Saved entries:
>>>

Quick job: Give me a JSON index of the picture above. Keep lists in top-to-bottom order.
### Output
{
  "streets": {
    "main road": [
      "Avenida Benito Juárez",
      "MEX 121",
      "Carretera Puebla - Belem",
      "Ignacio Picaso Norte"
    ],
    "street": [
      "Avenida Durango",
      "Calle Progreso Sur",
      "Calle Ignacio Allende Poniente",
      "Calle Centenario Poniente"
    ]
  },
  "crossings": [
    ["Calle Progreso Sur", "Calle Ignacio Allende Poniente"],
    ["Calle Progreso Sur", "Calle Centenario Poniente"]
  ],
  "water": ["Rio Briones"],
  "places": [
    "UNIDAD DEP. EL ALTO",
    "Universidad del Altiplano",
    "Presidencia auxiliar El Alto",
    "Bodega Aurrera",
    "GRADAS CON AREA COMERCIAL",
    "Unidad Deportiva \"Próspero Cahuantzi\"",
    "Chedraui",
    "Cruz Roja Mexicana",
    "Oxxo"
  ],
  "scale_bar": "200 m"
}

<<<

Work instructions:
Output all of the data again, exactly.

Answer box:
Quick job: Give me a JSON index of the picture above. Keep lists in top-to-bottom order.
### Output
{
  "streets": {
    "main road": [
      "Avenida Benito Juárez",
      "MEX 121",
      "Carretera Puebla - Belem",
      "Ignacio Picaso Norte"
    ],
    "street": [
      "Avenida Durango",
      "Calle Progreso Sur",
      "Calle Ignacio Allende Poniente",
      "Calle Centenario Poniente"
    ]
  },
  "crossings": [
    ["Calle Progreso Sur", "Calle Ignacio Allende Poniente"],
    ["Calle Progreso Sur", "Calle Centenario Poniente"]
  ],
  "water": ["Rio Briones"],
  "places": [
    "UNIDAD DEP. EL ALTO",
    "Universidad del Altiplano",
    "Presidencia auxiliar El Alto",
    "Bodega Aurrera",
    "GRADAS CON AREA COMERCIAL",
    "Unidad Deportiva \"Próspero Cahuantzi\"",
    "Chedraui",
    "Cruz Roja Mexicana",
    "Oxxo"
  ],
  "scale_bar": "200 m"
}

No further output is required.